Proving the equation using binomial theorem

Question

I want to prove this theorem using Binomial theorem and I've got trouble in understanding 3rd step if anyone knows why please explain :) Prove that sum:

$\sum_{r=0}^{k}\binom{m}{r}\binom{n}{k-r}=\binom{m+n}{k}$

1st step:
$(1+y)^{m+n}=(1+y)^m(1+y)^n$

2nd step: we use the binomial theorem formula and evaluate that sum $\sum_{m+n}^{r=0}\binom{m+n}{r}y^r=\sum_{r=0}^{m}\binom{m}{r}y^r \sum_{r=0}^{n}\binom{n}{r}y^r$

3step: equating the coefficient of $y^k$

$\binom{m+n}{k}=\binom{m}{0}\binom{n}{k}+\binom{m}{1}\binom{n}{k-1}+...+\binom{m}{k}\binom{n}{k-k}$

Why and how is the 3rd step allowed? Thank you

Answer 1

If $c_0+c_1y+\cdots +c_{n+m}y^{n+m}=d_0+d_1y+\cdots +d_{n+m}y^{n+m}$ for all $y$ then $c_i=d_i$ for all $i$. This is a basic fact about polynomials (and comes from the fact that a non-zero polynomial has only finitely many zeros). This result allows you to equate the coefficients of like powers of $y$.

Answer 2

In the 3rd step, $$\sum_{k=0}^{m+n} {m+n\choose k} y^k = \sum_{i=0}^m {m\choose i} y^i\sum_{i=0}^n{n\choose j} y^j =\sum_{k=0}^{m+n} \sum_{i,j\atop i+j=k}{m\choose i}{n\choose j} y^k.$$ This gives the desired equation.

Answer 3

Let $a_i\in\mathbb R$ denote a constant for $i=0,1,\dots,n$.

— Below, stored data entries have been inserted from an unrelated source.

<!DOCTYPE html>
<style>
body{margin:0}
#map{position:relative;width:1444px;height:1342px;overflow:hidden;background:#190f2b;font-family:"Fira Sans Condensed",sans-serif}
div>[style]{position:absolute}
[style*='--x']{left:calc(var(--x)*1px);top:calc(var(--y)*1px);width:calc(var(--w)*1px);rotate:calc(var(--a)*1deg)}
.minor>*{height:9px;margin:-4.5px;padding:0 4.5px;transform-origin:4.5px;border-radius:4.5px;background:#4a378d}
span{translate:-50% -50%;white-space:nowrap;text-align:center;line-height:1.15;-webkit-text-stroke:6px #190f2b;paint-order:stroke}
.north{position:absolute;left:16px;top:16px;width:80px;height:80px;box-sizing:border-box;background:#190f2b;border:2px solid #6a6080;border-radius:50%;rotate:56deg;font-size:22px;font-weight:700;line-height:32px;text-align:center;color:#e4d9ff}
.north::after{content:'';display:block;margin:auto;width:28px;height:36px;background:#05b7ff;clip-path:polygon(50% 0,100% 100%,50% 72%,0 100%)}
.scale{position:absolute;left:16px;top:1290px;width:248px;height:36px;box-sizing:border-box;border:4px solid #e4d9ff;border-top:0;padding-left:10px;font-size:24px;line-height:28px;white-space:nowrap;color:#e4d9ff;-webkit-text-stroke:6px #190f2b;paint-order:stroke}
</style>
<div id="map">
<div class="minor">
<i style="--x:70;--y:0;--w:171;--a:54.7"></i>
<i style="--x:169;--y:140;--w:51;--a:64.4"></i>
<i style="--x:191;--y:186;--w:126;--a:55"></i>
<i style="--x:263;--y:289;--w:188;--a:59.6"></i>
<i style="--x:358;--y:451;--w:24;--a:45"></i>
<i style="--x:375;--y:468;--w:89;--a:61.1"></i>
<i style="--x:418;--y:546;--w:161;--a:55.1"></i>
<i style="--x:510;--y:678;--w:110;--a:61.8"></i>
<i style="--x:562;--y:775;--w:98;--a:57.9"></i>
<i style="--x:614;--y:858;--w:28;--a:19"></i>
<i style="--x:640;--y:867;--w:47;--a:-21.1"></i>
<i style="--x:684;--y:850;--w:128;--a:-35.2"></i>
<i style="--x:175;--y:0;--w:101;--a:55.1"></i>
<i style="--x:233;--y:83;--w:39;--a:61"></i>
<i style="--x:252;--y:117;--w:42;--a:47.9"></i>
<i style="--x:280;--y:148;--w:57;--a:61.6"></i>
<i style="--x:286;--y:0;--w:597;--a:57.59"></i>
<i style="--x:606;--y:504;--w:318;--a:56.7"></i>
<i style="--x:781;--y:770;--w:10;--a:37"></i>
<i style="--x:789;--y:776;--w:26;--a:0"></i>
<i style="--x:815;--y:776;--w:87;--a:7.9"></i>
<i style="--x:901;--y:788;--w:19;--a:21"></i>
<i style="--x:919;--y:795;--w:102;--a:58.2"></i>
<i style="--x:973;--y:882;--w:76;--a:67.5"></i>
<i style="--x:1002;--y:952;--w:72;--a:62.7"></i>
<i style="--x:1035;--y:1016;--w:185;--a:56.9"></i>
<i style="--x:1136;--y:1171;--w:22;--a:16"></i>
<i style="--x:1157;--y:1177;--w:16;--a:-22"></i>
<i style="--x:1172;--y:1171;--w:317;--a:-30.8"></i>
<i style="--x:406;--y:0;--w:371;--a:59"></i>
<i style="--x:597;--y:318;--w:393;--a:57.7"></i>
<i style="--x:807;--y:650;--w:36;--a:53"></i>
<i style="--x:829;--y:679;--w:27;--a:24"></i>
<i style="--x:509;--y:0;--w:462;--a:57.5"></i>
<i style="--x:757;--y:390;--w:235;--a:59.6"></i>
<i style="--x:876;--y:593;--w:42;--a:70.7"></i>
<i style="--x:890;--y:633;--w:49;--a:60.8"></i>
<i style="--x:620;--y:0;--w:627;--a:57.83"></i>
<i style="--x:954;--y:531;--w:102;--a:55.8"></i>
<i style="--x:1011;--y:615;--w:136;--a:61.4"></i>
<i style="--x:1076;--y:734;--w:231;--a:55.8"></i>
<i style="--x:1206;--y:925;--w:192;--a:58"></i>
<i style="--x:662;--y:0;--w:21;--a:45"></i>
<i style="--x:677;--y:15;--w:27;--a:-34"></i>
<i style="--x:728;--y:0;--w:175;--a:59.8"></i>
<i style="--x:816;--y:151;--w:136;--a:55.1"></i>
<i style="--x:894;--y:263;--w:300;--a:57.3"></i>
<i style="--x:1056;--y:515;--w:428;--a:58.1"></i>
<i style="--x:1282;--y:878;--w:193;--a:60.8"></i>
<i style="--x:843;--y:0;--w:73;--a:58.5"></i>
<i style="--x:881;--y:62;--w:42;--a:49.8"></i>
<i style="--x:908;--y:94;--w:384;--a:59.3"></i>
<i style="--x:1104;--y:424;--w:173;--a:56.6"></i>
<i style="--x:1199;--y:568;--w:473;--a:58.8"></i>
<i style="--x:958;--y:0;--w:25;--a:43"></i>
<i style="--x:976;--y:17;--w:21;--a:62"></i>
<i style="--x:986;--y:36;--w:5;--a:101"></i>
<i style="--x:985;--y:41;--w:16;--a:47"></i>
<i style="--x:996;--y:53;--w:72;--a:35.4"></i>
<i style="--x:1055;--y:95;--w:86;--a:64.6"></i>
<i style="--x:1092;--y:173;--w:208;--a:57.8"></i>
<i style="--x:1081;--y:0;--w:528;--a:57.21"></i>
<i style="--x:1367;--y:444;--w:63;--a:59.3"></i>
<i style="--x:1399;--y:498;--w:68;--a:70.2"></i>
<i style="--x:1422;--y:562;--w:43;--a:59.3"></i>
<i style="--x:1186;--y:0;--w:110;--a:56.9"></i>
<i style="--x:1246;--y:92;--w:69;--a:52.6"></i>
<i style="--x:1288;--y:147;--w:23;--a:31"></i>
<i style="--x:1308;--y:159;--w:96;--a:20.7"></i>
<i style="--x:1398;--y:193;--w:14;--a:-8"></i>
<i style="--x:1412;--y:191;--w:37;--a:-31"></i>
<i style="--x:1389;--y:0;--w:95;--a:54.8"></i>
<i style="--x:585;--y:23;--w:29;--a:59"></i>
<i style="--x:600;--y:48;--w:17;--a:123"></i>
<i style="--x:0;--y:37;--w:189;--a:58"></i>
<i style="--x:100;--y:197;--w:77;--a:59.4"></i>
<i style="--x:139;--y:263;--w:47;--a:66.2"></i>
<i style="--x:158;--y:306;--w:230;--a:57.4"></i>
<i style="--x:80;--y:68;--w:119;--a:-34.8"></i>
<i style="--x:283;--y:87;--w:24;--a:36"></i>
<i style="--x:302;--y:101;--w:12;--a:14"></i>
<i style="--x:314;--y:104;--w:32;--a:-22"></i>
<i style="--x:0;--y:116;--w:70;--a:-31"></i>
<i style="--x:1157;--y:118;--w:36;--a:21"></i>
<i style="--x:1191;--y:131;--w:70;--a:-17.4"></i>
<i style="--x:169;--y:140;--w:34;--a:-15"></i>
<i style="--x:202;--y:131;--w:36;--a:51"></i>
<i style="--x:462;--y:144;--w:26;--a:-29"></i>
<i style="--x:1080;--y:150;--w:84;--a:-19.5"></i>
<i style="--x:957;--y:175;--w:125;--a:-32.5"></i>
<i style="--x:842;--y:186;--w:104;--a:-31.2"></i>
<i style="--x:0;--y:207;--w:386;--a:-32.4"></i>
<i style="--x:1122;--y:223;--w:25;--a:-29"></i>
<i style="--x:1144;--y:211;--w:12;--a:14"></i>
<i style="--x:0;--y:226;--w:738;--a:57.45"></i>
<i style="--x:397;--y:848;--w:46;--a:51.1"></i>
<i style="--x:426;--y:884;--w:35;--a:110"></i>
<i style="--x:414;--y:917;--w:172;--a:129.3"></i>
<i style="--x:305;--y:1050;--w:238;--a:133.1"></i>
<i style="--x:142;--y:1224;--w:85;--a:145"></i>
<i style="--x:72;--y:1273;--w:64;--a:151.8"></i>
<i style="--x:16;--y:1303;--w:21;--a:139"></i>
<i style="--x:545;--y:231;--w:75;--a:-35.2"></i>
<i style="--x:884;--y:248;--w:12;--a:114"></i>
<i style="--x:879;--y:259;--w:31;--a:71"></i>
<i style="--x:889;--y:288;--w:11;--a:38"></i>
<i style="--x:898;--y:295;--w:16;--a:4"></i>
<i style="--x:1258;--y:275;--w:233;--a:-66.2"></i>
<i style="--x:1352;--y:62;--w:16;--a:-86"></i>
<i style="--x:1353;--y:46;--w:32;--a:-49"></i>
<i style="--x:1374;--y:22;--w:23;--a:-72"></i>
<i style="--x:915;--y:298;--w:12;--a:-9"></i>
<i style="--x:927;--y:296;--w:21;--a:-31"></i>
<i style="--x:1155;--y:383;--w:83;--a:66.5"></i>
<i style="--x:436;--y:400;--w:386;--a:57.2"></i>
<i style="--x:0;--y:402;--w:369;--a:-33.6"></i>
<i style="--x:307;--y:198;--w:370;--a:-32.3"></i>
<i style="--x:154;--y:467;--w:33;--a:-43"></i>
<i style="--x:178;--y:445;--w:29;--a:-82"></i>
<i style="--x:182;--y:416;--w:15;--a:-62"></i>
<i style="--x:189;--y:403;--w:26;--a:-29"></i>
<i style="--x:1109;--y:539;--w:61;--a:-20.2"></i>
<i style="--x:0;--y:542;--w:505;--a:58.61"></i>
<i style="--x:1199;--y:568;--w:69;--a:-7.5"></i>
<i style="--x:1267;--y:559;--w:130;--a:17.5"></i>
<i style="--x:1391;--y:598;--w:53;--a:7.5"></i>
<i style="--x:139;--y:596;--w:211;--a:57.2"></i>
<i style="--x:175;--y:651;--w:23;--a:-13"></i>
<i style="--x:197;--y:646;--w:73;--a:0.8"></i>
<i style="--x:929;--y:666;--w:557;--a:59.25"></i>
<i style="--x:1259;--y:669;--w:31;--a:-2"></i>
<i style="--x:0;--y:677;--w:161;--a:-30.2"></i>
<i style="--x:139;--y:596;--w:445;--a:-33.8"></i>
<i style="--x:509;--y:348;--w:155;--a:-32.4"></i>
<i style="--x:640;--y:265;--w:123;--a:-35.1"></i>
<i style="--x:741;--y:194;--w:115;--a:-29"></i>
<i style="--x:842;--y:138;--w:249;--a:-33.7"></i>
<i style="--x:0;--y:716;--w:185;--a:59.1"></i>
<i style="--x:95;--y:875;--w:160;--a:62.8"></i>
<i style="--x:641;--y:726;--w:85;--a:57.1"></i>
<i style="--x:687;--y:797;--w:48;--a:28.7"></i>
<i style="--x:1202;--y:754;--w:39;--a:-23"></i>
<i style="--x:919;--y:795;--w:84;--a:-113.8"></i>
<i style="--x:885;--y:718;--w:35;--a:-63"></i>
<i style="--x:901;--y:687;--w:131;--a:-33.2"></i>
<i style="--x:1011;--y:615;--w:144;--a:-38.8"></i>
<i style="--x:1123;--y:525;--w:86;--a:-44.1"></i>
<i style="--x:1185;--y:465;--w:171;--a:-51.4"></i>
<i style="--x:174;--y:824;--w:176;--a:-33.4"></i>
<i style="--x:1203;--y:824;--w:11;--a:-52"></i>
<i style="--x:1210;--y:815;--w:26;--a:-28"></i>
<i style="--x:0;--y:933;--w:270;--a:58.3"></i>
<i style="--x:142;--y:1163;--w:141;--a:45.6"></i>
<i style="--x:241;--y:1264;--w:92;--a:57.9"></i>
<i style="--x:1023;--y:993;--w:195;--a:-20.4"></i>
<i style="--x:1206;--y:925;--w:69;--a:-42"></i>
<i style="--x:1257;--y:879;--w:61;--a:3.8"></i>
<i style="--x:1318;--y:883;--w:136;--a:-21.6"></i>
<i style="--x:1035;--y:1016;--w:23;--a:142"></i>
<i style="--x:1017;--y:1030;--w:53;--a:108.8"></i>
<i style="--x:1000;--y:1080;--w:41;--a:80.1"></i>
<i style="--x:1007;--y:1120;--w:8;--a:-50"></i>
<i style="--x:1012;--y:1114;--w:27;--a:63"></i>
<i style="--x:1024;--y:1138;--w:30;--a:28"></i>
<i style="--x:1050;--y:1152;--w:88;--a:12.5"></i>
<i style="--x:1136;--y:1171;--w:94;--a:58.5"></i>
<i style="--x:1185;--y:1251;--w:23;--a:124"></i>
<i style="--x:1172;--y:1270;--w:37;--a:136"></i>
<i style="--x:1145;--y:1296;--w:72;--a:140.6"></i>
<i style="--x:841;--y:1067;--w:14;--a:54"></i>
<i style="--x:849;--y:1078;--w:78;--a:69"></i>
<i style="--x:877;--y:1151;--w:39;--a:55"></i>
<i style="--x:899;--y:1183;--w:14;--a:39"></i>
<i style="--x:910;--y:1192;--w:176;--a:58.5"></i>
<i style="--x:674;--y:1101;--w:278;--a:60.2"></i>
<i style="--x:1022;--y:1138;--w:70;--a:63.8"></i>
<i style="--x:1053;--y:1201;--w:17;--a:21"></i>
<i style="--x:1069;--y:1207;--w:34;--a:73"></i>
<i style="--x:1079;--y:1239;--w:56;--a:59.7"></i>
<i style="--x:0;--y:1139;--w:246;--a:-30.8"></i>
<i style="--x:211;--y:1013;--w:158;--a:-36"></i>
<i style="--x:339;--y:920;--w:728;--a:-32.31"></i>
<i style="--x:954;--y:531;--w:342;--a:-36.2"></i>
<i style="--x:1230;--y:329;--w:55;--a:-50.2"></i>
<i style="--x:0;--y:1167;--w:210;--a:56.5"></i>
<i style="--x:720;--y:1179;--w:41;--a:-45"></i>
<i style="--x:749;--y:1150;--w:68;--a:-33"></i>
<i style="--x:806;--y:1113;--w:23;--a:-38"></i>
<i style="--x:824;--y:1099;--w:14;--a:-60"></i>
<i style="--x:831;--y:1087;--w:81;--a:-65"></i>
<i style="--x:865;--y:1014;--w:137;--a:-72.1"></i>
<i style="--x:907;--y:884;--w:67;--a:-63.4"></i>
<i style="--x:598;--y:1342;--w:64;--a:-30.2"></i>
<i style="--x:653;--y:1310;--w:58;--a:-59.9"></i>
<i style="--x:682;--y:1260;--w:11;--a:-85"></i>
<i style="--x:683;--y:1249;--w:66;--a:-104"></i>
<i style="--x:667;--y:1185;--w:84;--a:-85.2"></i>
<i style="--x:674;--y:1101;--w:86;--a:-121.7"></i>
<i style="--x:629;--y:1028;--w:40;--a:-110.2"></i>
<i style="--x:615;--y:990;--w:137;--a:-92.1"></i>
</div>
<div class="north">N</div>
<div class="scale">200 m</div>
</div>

The function $\mathbb R\to\mathbb R$ prescribed by $x\mapsto\sum_{i=0}^na_ix^i$ is the same as the function $\mathbb R\to\mathbb R$ prescribed by $x\mapsto 0$ if and only if $a_i=0$ for every $i\in\{0,1,\dots,n\}$.

Sufficiency is obvious. Necessity is a consequence of the fact that the first function has at most $n$ roots if $a_i\neq0$ for some $i\in\{0,1,\dots,n\}$.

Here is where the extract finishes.